Through it all, cherries keep ripening and producers keep processing coffee, not knowing whether their efforts will pay dividends,
Multiple countries, including the United States, have already issued sanctions against specific military personnel. On March 29, United States Trade Representative (USTR) Katherine Tai announced the “suspension of all U.S. engagement with Burma under the 2013 Trade and Investment Framework Agreement (TIFA), effective immediately.”
The announcement was a largely symbolic gesture — Myanmar is not a big U.S trade partner — and two-way trade with Myanmar is still allowed and with no current restrictions on U.S. imports from Myanmar. However, the USTR is also likely to reassess Myanmar’s eligibility for the Generalized System of Preferences (GSP) program, which allows for tariff-free access to the U.S. market for certain goods. With generally low yields and a higher cost of production, coffee producers in Myanmar already struggle to compete with price on the international market; additional tariffs could have catastrophic effects on demand.
On March 31, my colleagues and I arranged a call between five different producer groups and our roasters — a tiny technological miracle. I ended the call with a sense of hope about the strength of relationships and the viability of exports for the year, reminding myself that coffee usually finds a way because people usually find a way. The next morning I received an urgent WhatsApp from one of the producers with the news that the SAC “ordered internet service providers to shut down wireless broadband providers until further notice. They are keeping Myanmar in darkness & away from the world by cutting all telecommunications channels. WE NEED YOUR HELP. #WhatsHappeningInMyanmar #Apr1Coup.”
Since then I have only been able to communicate with one associate in Myanmar via WhatsApp. Producers who live in regions with a complete internet blackout are using cell phone calls to communicate amongst each other as they continue to process coffee. Witnessing the Tatmadaw ramp up its efforts to snuff out all communications in order to retain total control is devastating. An expert from the think tank the Lowy Institute shared that Myanmar is on the brink of being a “failed state” and that the international community needs to step up its to bring stability to Myanmar.
Where Do We Go From Here?
The outcomes don’t look good. China and Singapore, major trade partners with Myanmar — Singapore was the largest foreign investor in Myanmar last year, followed by Hong Kong — are unlikely to sanction Myanmar’s military personnel or trade in a way that would induce a return to a democratically elected government.
While it’s important for the U.S. and other international governments to publicly condemn Myanmar’s military, suspending a trade agreement is — as my husband and I tried to explain to our 4 -and 7-year-old over the dinner table — like a distant relative you barely see saying, “If you don’t behave, you won’t get dessert at my house.”
We cannot force countries and companies who bankroll the Myanmar military to threaten “no dessert” for continued bad behavior. Appealing to the Tatmadaw on the basis of humanity is futile as they see themselves as the guardians of a country and its way of life, and are socially isolated from civilian life, with their own schools, internet, banks and hospitals.
We can, however, act through continuing to pressure our elected officials. Meanwhile, coffee producers in Myanmar continue to process coffee and prepare it for export, hopeful that their country’s return to democracy — however fragile — is on the horizon.

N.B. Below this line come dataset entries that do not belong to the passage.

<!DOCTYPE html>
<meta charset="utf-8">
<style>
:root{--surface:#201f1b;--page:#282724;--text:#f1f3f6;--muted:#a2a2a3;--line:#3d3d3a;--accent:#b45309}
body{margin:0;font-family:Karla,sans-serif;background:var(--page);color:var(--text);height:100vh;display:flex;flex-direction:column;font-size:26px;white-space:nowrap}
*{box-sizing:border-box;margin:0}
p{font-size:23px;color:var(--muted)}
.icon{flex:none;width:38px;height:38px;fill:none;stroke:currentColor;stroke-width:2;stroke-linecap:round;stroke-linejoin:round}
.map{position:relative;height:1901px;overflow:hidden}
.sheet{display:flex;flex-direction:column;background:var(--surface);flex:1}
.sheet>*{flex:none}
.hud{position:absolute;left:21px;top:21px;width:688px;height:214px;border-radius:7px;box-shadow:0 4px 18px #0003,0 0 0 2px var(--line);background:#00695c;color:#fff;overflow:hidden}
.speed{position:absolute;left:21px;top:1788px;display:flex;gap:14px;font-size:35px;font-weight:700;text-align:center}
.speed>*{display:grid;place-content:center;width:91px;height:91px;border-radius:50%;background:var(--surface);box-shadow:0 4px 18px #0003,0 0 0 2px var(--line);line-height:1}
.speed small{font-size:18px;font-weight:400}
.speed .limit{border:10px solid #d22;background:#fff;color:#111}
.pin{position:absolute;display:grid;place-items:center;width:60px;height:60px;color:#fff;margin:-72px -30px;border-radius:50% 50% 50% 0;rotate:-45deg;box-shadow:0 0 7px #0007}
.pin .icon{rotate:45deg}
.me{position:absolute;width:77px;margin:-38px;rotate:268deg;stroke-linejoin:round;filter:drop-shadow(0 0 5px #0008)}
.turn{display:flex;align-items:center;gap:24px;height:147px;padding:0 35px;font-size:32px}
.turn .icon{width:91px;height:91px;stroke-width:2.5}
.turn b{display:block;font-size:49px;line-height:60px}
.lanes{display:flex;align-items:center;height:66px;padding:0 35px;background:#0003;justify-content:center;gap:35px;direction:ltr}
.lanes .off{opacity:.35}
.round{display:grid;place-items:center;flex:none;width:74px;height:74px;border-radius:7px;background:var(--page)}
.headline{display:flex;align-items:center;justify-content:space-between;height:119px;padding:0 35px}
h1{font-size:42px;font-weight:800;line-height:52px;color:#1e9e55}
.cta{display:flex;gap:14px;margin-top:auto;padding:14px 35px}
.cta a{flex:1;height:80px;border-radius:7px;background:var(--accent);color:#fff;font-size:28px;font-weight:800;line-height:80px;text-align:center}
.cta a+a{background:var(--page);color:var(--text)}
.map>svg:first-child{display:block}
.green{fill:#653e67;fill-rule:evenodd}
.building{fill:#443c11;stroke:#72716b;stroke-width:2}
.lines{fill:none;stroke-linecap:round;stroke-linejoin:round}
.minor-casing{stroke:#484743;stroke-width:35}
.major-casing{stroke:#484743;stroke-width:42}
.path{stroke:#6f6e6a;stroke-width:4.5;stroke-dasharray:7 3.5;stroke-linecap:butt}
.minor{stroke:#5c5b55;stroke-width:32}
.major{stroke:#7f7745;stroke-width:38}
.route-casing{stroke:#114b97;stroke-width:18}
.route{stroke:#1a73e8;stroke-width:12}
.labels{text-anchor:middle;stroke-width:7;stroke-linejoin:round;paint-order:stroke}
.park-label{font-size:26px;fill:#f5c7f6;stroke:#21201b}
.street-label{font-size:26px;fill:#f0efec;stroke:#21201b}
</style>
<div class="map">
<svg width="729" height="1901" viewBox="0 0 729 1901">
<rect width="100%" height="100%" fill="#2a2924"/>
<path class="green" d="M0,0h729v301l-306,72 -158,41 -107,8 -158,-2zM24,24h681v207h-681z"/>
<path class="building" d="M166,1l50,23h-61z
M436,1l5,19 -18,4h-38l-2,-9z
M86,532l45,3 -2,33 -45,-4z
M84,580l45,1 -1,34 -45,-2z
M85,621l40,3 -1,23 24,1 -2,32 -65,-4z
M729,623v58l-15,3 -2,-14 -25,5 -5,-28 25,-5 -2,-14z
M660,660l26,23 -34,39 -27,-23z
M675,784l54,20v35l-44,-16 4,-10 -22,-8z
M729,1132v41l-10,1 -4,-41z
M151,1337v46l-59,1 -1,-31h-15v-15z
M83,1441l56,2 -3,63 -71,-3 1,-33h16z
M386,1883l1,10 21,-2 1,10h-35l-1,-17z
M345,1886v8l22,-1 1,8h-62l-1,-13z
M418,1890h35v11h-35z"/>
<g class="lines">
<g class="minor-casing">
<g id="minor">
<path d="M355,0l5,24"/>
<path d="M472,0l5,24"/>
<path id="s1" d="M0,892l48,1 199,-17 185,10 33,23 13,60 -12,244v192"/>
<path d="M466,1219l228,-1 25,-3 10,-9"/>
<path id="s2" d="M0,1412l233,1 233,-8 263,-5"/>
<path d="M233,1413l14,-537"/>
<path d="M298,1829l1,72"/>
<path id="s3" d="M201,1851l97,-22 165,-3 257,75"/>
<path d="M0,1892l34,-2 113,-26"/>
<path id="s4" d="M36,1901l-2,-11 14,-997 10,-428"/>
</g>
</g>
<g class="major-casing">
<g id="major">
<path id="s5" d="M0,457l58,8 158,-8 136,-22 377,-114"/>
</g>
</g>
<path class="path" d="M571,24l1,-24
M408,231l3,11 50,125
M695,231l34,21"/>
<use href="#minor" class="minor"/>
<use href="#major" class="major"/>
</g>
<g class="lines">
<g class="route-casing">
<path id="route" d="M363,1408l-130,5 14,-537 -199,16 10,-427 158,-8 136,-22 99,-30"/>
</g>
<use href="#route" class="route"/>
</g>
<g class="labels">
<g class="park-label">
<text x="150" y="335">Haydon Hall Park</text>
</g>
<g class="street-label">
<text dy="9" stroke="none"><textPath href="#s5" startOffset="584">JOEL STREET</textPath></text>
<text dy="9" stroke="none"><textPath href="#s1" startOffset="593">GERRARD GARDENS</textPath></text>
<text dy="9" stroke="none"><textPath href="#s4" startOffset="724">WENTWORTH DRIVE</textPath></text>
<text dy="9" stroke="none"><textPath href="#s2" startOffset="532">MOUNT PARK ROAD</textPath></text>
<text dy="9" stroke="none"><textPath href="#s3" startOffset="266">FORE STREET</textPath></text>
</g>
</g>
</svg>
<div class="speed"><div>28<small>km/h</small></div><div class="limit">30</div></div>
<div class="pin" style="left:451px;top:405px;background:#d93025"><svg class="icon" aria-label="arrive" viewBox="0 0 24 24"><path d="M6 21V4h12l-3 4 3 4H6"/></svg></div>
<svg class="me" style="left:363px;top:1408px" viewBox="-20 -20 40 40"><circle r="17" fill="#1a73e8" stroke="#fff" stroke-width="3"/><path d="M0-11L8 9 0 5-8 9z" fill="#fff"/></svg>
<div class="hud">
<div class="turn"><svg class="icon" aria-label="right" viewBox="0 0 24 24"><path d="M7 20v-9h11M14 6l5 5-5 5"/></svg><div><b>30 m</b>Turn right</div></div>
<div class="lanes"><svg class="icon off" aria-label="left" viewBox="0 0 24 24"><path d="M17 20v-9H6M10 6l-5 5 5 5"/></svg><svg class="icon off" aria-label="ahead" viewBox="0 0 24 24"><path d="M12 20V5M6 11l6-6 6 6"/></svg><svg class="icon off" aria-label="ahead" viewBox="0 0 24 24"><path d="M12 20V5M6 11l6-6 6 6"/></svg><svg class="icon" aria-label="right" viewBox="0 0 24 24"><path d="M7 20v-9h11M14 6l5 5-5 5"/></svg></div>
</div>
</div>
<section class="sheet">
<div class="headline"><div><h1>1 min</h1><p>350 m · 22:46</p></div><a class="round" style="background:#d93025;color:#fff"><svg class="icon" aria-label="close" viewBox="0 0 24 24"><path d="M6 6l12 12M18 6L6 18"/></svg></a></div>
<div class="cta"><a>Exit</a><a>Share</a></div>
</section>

We must do what we can do help our friends and partners in Myanmar. They have asked our community for help, and we must respond.

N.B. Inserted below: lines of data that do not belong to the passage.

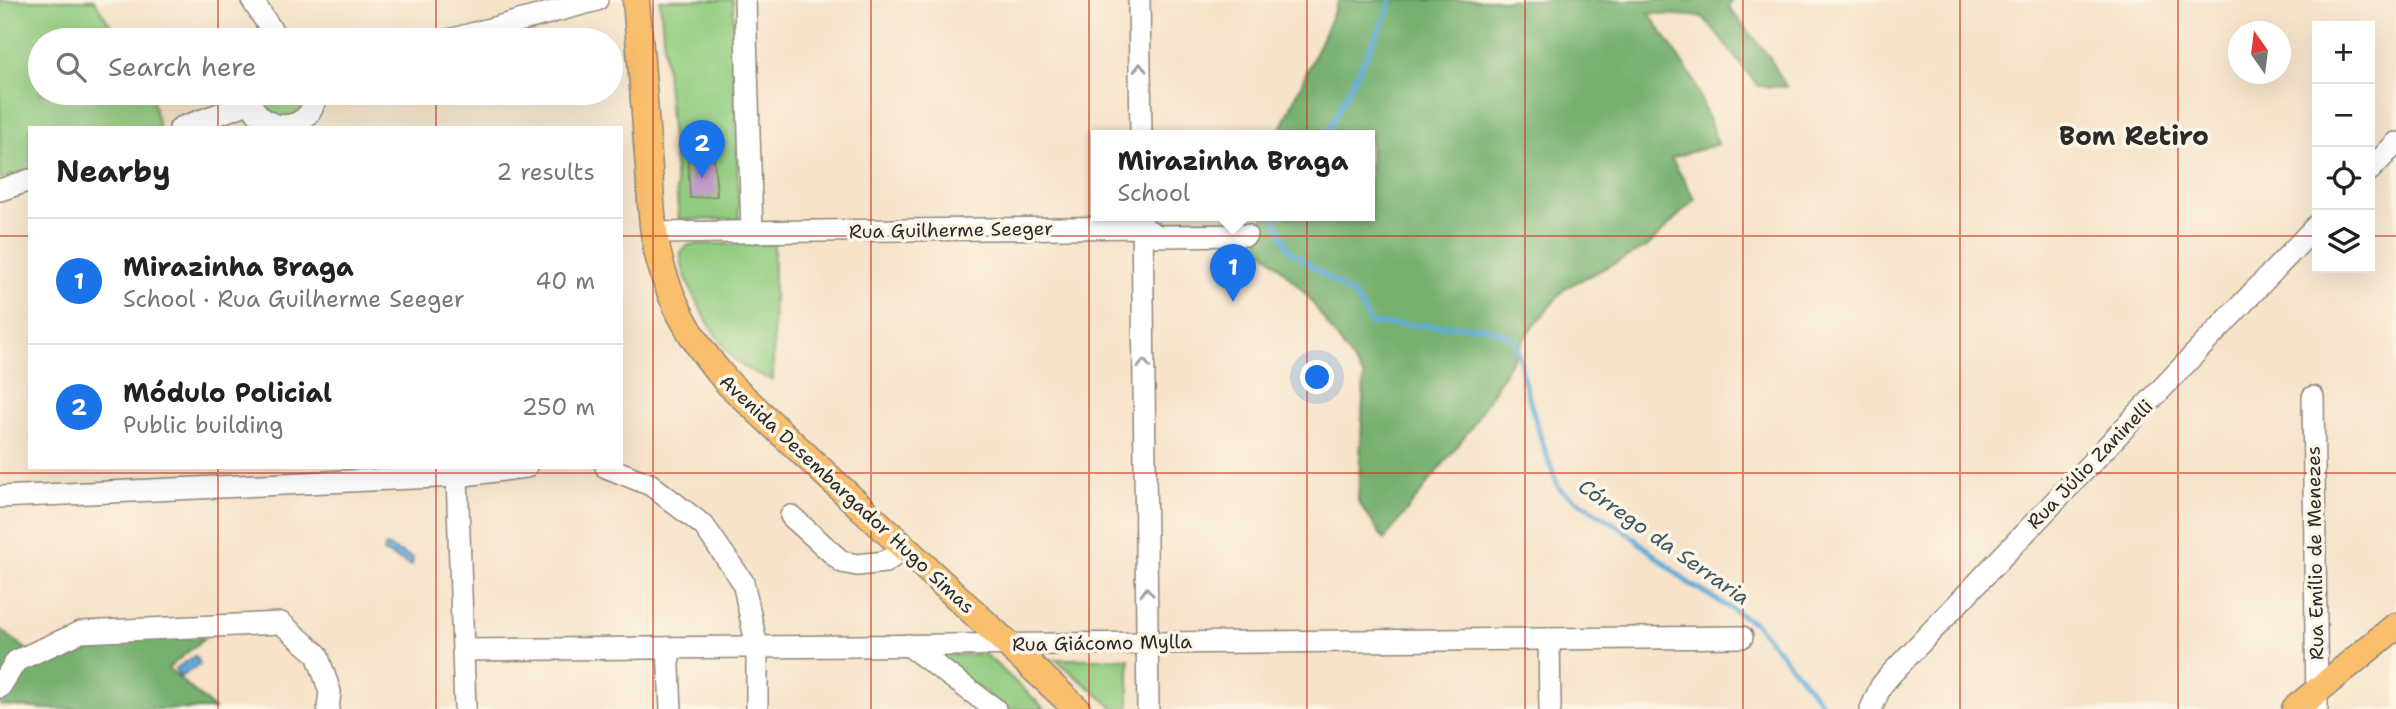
<!DOCTYPE html>
<meta charset="utf-8">
<style>
body{margin:0;font-family:"Shantell Sans",sans-serif;background:#f2f2f2;color:#222}
.controls{position:absolute;right:21px;top:21px;display:grid;overflow:hidden;border-radius:0px;box-shadow:0 7px 28px #0002}
.controls button{width:63px;height:63px;display:grid;place-items:center;padding:0;border:0;border-bottom:2px solid #e0e0e0;background:#fff;color:#222;font:35px sans-serif}
.compass{position:absolute;left:2228px;top:21px;width:63px;height:63px;border-radius:50%;background:#fff;box-shadow:0 7px 28px #0002;rotate:346deg}
.you{position:absolute;left:1318px;top:378px;width:24px;height:24px;margin:-18px;border:5px solid #fff;border-radius:50%;background:#1a73e8;box-shadow:0 0 0 10px #1a73e833}
.badge{display:grid;place-items:center;width:46px;height:46px;border-radius:50%;background:#1a73e8;color:#fff;font-size:23px;font-weight:700}
.pin{position:absolute;translate:-50% -58px;filter:drop-shadow(0 2px 4px #0008)}
.pin::after{content:'';position:absolute;top:37px;width:24px;height:21px;background:inherit;clip-path:polygon(0 0,100% 0,50% 100%)}
.popup{position:absolute;left:1091px;top:130px;width:284px;height:91px;box-sizing:border-box;display:grid;place-content:center;border-radius:0px;background:#fff;filter:drop-shadow(0 2px 5px #0005);font-size:23px;white-space:nowrap;color:#767676}
.popup b{font-size:26px;color:#222}
.popup::after{content:'';position:absolute;left:50%;top:100%;margin-left:-14px;border:14px solid transparent;border-top-color:#fff}
.list{margin:0;padding:0;list-style:none}
h2{display:flex;justify-content:space-between;align-items:center;height:91px;margin:0;padding:0 28px;font-size:30px}
h2 small{font-size:23px;font-weight:400;color:#767676}
.list li{display:grid;grid-template-columns:46px 1fr auto;gap:21px;align-items:center;box-sizing:border-box;height:126px;padding:0 28px;border-top:2px solid #e0e0e0}
.list b{display:block;font-size:26px;white-space:nowrap}
.list p{margin:0;font-size:23px;white-space:nowrap;color:#767676}
.list em{font-size:23px;font-style:normal;color:#767676}
.icon{flex:none;width:38px;height:38px;fill:none;stroke:currentColor;stroke-width:2;stroke-linecap:round;stroke-linejoin:round}
.map{position:relative;flex:none;width:2396px;height:709px;overflow:hidden}
.search{position:absolute;background:#fff;box-shadow:0 7px 28px #0002;left:28px;top:28px;width:595px;height:77px;display:flex;align-items:center;gap:18px;box-sizing:border-box;padding:0 24px;border-radius:38px;color:#767676;font-size:26px}
.panel{position:absolute;background:#fff;box-shadow:0 7px 28px #0002;left:28px;top:126px;width:595px;height:343px;border-radius:0px}
.map>svg:first-child{display:block}
.green{fill:#92cc80;stroke:#5e7c56;stroke-width:2}
.forest{fill:#75b06e;stroke:#506e4c;stroke-width:2}
.water{fill:#5fabd8;stroke:#456b82;stroke-width:2}
.lines{fill:none;stroke-linecap:round;stroke-linejoin:round}
.stream{stroke:#5fabd8;stroke-width:5}
.building{fill:#c29dcb}
.minor-casing{stroke:#90877a;stroke-width:24}
.major-casing{stroke:#90877a;stroke-width:29}
.minor{stroke:#fff;stroke-width:21}
.major{stroke:#f9bf6d;stroke-width:26}
.oneway{stroke:#a0a0a0}
.grid{fill:none;stroke:#c8321e;stroke-width:2;stroke-opacity:0.55}
.labels{text-anchor:middle;dominant-baseline:central;stroke-width:7;stroke-linejoin:round;paint-order:stroke}
.street-label{font-size:19px;fill:#2b2b2b;stroke:#fcf5e5}
.water-label{font-size:21px;font-style:italic;fill:#3d5868;stroke:#fcf5e5}
.district-label{font-size:26px;font-weight:bold;fill:#2b2b2b;stroke:#fcf5e5}
</style>
<div class="map">
<svg width="2396" height="709" viewBox="0 0 2396 709">
<rect width="100%" height="100%" fill="#fcf5e5"/>
<filter id="ink" filterUnits="userSpaceOnUse"><feTurbulence type="fractalNoise" baseFrequency=".0143" numOctaves="2"/><feDisplacementMap in="SourceGraphic" scale="14" xChannelSelector="R" yChannelSelector="G"/><feConvolveMatrix kernelMatrix="1 2 1 2 8 2 1 2 1" color-interpolation-filters="sRGB"/></filter>
<filter id="wash" filterUnits="userSpaceOnUse"><feTurbulence type="fractalNoise" baseFrequency=".00686" numOctaves="4" result="noise"/><feDisplacementMap in="SourceGraphic" scale="28" xChannelSelector="R" yChannelSelector="G"/><feGaussianBlur stdDeviation="1.57" result="paint"/><feColorMatrix in="noise" values="0 0 0 0 0 0 0 0 0 0 0 0 0 0 0 0 0 1.4 0 .05"/><feComposite in="paint" operator="in"/></filter>
<g filter="url(#wash)">
<rect width="100%" height="100%" fill="#f6e3c9"/>
<g class="green">
<polygon points="0,0 94,0 120,40 40,40 40,93 151,93 159,128 30,128 30,169 0,179"/>
<polygon points="660,0 733,0 739,219 679,220"/>
<polygon points="256,93 311,93 295,117 269,116"/>
<path d="M694,244H774L773,380C761,376 749,371 738,363C719,347 678,276 681,252L687,246Z"/>
<polygon points="985,654 1045,709 1007,709 933,655"/>
<polygon points="1055,659 1129,659 1129,709 1115,709"/>
</g>
<g class="forest">
<polygon points="1339,0 1732,0 1729,8 1770,58 1786,87 1758,86 1703,17 1649,13 1693,79 1718,144 1671,158 1695,199 1647,247 1565,288 1530,330 1471,428 1384,540 1358,501 1364,377 1307,295 1258,245 1263,216 1370,216 1370,136 1278,136"/>
<polygon points="0,629 34,655 126,636 205,638 168,668 214,709 46,709 0,705"/>
</g>
<g class="water">
<polygon points="386,546 413,558 412,566 383,552"/>
<polygon points="195,656 200,664 180,677 175,669"/>
</g>
<g class="lines">
<g class="stream">
<polyline points="1326,135 1388,12 1390,0"/>
<polyline points="1274,216 1289,250 1355,297 1371,324 1485,327 1516,340 1524,381 1541,439 1559,489 1624,530 1687,582 1756,624 1827,709"/>
</g>
</g>
<g id="blocks">
<polygon class="building" points="714,158 717,196 690,198 688,160"/>
</g>
</g>
<g filter="url(#ink)">
<use href="#blocks" fill-opacity="0" stroke="#90877a" stroke-width="2"/>
<g class="lines">
<defs>
<g id="minor">
<polyline points="252,0 278,40"/>
<polyline points="745,0 752,232"/>
<polyline points="1139,0 1141,136"/>
<polyline points="449,40 597,0"/>
<path d="M248,93C255,136 313,137 316,93"/>
<polyline points="180,128 249,103"/>
<polyline points="2370,170 2396,143"/>
<polyline points="0,190 30,180"/>
<polyline points="1142,218 1148,709"/>
<polyline points="654,233 1142,227 1158,236 1246,235"/>
<polyline points="2313,397 2317,709"/>
<polyline points="455,467 457,476 465,709"/>
<polyline points="606,467 651,485 704,526 743,582 757,647 757,709"/>
<polyline points="0,497 457,476 526,467"/>
<polyline points="791,516 842,562 857,565 885,562 904,549"/>
<polyline points="1549,639 1550,709"/>
<polyline points="908,645 995,709"/>
<polyline points="668,648 671,709"/>
<polyline points="463,650 1742,637"/>
<polyline points="0,687 16,661 81,632 281,623 317,654 330,692 328,709"/>
<polyline points="1871,709 1881,686 1891,674 2317,225"/>
</g>
<g id="major">
<path d="M636,0C640,48 644,96 647,143C650,173 650,204 654,233C662,290 691,342 729,384L1077,709"/>
<polyline points="2295,709 2396,626"/>
</g>
</defs>
<use href="#minor" class="minor-casing"/>
<use href="#major" class="major-casing"/>
<use href="#minor" class="minor"/>
<use href="#major" class="major"/>
</g>
<defs><path id="oneway-chevron" d="M-2-3.5L2.5 0L-2 3.5" fill="none" stroke-width="1.6" stroke-linecap="round" stroke-linejoin="round" transform="scale(1.75)"/></defs>
<g class="oneway">
<use href="#oneway-chevron" transform="translate(1140 68) rotate(-91)"/>
<use href="#oneway-chevron" transform="translate(1144 364) rotate(-91)"/>
<use href="#oneway-chevron" transform="translate(1147 592) rotate(-91)"/>
</g>
</g>
<path class="grid" d="M218,0V40M436,0V40M653,0V709M871,0V709M1089,0V709M1307,0V709M1525,0V709M1743,0V709M1960,0V709M2178,0V709M218,93V128M436,93V128M0,236H30M621,236H2317M2370,236H2396M218,467V709M436,467V709M0,473H2396"/>
<g class="labels">
<g class="street-label">
<text transform="translate(951 230) rotate(-1)">Rua Guilherme Seeger</text>
<text transform="translate(2090 464) rotate(-46)">Rua Júlio Zaninelli</text>
<text transform="translate(847 494) rotate(43)">Avenida Desembargador Hugo Simas</text>
<text transform="translate(2315 553) rotate(-91)">Rua Emílio de Menezes</text>
<text transform="translate(1102 643) rotate(-1)">Rua Giácomo Mylla</text>
</g>
<g class="water-label">
<text transform="translate(1664 542) rotate(35)">Córrego da Serraria</text>
</g>
<g class="district-label">
<text x="2134" y="135">Bom Retiro</text>
</g>
</g>
</svg>
<div class="controls">
<button>+</button>
<button>−</button>
<button><svg class="icon" aria-label="locate" viewBox="0 0 24 24"><circle cx="12" cy="12" r="6"/><path d="M12 2v4M12 18v4M2 12h4M18 12h4"/></svg></button>
<button><svg class="icon" aria-label="layers" viewBox="0 0 24 24"><path d="M12 4l9 5-9 5-9-5zM3 14l9 5 9-5"/></svg></button>
</div>
<svg class="compass" viewBox="-18 -18 36 36"><path d="M0-13l5 13h-10z" fill="#e53935"/><path d="M0 13l5-13h-10z" fill="#767676"/></svg>
<div class="you"></div>
<div class="pin badge" style="left:1233px;top:302px">1</div>
<div class="popup"><b>Mirazinha Braga</b>School</div>
<div class="pin badge" style="left:702px;top:178px">2</div>
<div class="search"><svg class="icon" aria-label="search" viewBox="0 0 24 24"><circle cx="10" cy="10" r="6"/><path d="M15 15l6 6"/></svg>Search here</div>
<section class="panel">
<h2>Nearby<small>2 results</small></h2>
<ul class="list">
<li><span class="badge">1</span><div><b>Mirazinha Braga</b><p>School · Rua Guilherme Seeger</p></div><em>40 m</em></li>
<li><span class="badge">2</span><div><b>Módulo Policial</b><p>Public building</p></div><em>250 m</em></li>
</ul>
</section>
</div>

Please consider taking five minutes to write your elected officials by going to https://democracyformyanmar.org/. There’s a look-up tool by address (if you are in Australia, Canada, Germany, Norway, Sweden, the UK, and the U.S.) and a message to copy/paste to your officials.
Susan Heller Evenson
Susan Heller Evenson is a trader and position analyst at Atlas Coffee Importers. She is based in Seattle.